Stocks drifted higher yesterday, led by the tech group. Energy stocks were the laggards early, but recovered. All in all, it was a quiet day. The big news was the first vaccine injections against Covid-19 in the UK. Hopefully it will be a start on the road to the end of the pandemic.
As I have noted, we are now at that point in the quarter where the news is sparse. Most major economic reports for November came last week. Corporate earnings are more than a month away. The deciding factors, notably Christmas season and year end investments, still lie in front of us. Hedge funds and other institutional traders, whose performance is rewarded on an annual basis, are closing their books. If they were tech heavy this year, they are closing them with a smile.
But on Wall Street there are always sparks of excitement. This year a preponderance of the excitement has centered around the new issue market. Two big names are coming this week, one today and one tomorrow. Their reception could set a tone for many weeks ahead.
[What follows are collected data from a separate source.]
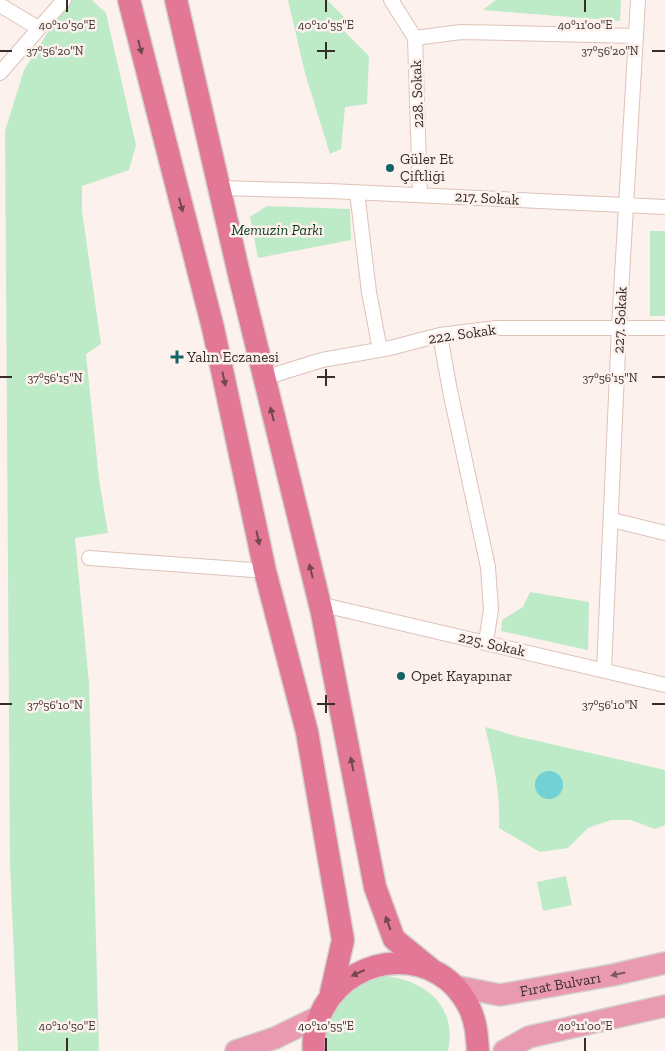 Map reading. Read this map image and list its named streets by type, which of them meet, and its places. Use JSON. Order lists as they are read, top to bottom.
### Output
{
  "streets": {
    "main road": ["Fırat Bulvarı"],
    "street": [
      "228. Sokak",
      "217. Sokak",
      "227. Sokak",
      "222. Sokak",
      "225. Sokak"
    ]
  },
  "crossings": [
    ["228. Sokak", "217. Sokak"],
    ["217. Sokak", "227. Sokak"],
    ["227. Sokak", "222. Sokak"],
    ["227. Sokak", "225. Sokak"]
  ],
  "parks": ["Memuzin Parkı"],
  "places": {
    "other": ["Güler Et Çiftliği", "Opet Kayapınar"],
    "health": ["Yalın Eczanesi"]
  },
  "coordinates": [
    "40°10'50\"E",
    "40°10'55\"E",
    "40°11'00\"E",
    "37°56'20\"N",
    "37°56'15\"N",
    "37°56'10\"N"
  ]
}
Today’s new issue is DoorDash, the leader in food delivery. This has been a crowded field with names like GrubHub, Caviar, and Postmates all fighting DoorDash for the same delivery. And that doesn’t include restaurants that have their own delivery system. Pizza vendors have been delivering for decades. What has distinguished DoorDash is that it has been consistently gaining market share, a sign that consumers feel better about them than anyone else. DoorDash got its start away from urban centers and branched out from there. But in the end, this is a commodity business. You order a meal and someone delivers it to you for a fee, paid for by the consumer or restaurant in some combination. GrubHub has already been public before being acquired. Indeed, 2020 has marked a consolidation of the leaders. Soon there will be just two or three.
The key questions for potential DoorDash investors are:
1. Does the company have an earnings model that provides an adequate return on investment at volume?
2. Can it continue to differentiate itself from competition by better execution?
3. Is the total addressable market limited to restaurant food delivery, or can DoorDash drivers deliver almost anything? Amazon can deliver in a day. Can DoorDash deliver in an hour?
Amazon started selling books. Look where it is now. Can DoorDash do the same? Don’t look to me for answers, I have no idea. Replicating Amazon isn’t a trivial task. And, by the way, maybe Amazon someday will enter DoorDash’s space as a competitor. The market will make a judgment this week. I suspect it will be positive given its current mood. But history also shows that 90% of new public offerings eventually sell below their offering price.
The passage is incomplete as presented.